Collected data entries

——

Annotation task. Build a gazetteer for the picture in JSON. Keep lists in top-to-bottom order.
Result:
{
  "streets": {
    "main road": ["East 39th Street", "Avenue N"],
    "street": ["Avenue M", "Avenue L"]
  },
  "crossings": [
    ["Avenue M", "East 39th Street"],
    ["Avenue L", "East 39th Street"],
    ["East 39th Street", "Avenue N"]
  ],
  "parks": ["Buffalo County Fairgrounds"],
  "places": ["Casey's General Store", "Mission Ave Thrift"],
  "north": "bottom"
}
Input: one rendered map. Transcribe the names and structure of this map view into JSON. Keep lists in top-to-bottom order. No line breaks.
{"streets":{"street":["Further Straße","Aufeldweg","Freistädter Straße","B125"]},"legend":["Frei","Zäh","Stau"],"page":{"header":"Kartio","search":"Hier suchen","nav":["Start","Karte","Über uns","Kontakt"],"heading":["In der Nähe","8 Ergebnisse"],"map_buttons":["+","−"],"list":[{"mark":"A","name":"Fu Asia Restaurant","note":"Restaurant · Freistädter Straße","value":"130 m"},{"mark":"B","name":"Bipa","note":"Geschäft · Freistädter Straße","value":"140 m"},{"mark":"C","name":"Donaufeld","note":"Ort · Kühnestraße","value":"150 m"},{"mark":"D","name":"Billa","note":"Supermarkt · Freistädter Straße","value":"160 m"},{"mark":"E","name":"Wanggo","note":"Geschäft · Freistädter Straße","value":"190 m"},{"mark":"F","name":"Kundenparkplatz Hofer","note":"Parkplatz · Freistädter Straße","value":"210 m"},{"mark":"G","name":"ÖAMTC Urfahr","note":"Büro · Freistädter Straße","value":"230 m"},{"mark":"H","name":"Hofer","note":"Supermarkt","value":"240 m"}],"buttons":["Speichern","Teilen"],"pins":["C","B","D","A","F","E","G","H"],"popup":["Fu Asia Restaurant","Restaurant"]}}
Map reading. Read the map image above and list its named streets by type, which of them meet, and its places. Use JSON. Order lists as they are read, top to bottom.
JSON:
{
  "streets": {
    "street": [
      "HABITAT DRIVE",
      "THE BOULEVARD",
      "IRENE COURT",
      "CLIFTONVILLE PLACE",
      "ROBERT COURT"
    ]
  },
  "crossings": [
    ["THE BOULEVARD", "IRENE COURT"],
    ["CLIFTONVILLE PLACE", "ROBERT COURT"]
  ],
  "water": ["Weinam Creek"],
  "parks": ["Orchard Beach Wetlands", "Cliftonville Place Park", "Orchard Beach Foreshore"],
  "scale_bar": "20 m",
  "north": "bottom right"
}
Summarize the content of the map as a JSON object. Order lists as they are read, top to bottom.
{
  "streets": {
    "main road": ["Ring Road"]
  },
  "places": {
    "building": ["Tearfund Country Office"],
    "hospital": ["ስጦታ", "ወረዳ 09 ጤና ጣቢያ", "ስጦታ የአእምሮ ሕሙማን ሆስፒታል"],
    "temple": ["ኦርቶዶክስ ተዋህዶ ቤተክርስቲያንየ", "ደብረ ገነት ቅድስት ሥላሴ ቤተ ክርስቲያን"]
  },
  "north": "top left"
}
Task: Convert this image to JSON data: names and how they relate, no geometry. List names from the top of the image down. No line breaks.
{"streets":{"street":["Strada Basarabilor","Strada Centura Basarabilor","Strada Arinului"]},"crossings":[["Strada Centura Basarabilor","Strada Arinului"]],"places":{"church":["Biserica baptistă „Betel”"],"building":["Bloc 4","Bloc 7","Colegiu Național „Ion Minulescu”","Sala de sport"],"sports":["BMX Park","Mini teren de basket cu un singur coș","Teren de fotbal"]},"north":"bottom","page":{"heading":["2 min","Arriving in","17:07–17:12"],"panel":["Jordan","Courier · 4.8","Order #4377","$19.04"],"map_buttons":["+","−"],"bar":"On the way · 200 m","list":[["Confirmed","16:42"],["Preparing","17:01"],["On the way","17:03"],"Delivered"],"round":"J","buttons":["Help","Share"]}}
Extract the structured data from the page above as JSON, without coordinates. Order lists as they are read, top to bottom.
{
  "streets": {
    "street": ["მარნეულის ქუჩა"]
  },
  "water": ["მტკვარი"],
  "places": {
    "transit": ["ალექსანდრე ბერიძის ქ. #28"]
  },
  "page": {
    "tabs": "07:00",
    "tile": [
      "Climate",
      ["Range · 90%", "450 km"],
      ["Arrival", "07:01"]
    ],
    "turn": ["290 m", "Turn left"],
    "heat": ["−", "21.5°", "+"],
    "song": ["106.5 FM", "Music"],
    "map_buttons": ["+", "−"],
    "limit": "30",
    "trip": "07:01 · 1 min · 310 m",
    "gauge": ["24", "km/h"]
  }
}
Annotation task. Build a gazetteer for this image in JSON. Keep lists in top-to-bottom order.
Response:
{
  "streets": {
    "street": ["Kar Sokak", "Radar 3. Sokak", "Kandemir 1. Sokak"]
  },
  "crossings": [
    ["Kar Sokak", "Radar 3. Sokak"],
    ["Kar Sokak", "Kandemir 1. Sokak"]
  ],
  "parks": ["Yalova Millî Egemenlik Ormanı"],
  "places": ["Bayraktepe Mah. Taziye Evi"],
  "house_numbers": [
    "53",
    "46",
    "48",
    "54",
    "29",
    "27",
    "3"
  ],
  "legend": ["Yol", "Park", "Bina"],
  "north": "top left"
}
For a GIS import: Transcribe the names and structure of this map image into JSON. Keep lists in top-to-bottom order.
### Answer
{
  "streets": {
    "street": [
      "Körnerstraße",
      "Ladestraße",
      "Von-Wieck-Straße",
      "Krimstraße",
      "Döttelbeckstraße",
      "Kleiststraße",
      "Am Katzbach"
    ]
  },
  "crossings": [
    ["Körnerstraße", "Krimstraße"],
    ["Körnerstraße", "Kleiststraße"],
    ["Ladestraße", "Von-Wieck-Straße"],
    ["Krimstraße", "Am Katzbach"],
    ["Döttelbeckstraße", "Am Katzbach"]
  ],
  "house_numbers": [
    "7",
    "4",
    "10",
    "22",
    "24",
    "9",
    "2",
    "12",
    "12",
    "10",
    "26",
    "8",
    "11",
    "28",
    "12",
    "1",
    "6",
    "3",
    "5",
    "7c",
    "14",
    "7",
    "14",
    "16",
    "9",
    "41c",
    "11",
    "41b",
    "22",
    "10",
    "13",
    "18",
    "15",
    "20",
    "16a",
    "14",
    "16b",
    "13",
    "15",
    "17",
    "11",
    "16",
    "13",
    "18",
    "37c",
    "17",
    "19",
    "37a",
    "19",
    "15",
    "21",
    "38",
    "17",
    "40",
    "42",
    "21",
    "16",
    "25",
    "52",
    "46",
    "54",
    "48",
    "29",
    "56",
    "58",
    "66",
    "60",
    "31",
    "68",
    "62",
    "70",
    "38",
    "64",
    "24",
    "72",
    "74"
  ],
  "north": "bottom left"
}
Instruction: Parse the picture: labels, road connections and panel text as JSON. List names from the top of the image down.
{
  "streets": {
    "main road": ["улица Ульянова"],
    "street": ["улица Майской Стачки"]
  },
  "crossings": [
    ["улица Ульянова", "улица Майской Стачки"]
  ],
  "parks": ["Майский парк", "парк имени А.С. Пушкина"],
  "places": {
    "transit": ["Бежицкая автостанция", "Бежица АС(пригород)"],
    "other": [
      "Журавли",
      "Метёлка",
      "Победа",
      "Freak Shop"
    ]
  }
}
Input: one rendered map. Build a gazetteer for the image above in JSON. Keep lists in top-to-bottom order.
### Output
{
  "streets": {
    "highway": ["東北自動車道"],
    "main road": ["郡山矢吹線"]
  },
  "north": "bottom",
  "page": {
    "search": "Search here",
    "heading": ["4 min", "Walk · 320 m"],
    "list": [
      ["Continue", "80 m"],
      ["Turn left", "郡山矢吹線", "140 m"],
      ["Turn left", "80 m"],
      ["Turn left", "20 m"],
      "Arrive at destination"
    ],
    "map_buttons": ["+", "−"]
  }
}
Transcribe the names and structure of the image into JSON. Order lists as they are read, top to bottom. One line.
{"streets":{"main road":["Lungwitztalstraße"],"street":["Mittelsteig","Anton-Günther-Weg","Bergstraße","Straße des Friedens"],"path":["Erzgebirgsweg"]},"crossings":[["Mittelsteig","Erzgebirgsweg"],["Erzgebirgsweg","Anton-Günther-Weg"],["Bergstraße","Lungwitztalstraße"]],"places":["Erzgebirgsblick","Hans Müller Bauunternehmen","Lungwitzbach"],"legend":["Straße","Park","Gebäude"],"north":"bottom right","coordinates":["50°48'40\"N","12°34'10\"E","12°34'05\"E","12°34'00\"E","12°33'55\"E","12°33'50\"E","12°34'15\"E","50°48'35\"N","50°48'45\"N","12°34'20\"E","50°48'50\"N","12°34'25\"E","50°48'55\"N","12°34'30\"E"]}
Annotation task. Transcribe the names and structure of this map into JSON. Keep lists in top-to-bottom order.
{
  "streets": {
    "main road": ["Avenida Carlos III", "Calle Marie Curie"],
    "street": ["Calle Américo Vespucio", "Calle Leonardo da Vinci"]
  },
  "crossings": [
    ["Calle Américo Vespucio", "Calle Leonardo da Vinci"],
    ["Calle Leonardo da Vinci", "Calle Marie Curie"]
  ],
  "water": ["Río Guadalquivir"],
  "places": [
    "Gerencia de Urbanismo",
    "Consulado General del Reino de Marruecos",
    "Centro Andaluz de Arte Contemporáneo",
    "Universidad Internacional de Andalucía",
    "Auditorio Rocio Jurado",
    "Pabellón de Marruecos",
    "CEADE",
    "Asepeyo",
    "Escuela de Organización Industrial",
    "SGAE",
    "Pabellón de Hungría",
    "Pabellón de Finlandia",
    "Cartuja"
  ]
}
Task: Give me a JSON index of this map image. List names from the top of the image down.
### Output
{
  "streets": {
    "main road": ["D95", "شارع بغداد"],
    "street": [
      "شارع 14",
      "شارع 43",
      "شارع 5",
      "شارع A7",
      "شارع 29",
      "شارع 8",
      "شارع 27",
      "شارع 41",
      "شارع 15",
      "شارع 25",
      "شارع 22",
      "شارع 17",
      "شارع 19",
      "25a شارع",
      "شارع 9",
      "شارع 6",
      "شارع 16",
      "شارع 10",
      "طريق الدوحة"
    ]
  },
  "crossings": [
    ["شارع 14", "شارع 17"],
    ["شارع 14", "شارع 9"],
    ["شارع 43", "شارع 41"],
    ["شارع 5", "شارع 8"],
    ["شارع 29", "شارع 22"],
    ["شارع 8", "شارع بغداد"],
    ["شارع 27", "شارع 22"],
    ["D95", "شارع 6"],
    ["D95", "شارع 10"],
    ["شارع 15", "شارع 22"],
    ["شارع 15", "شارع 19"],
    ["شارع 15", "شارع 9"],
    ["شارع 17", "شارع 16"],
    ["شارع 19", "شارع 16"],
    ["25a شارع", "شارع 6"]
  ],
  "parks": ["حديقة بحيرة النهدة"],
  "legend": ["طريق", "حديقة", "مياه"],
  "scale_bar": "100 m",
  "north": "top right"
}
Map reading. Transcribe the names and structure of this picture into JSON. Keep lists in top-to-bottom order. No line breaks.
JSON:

——

Instructions to follow |
Above are records; say how many of their lines contain the word "reading", giving only the number.

Answer section |
2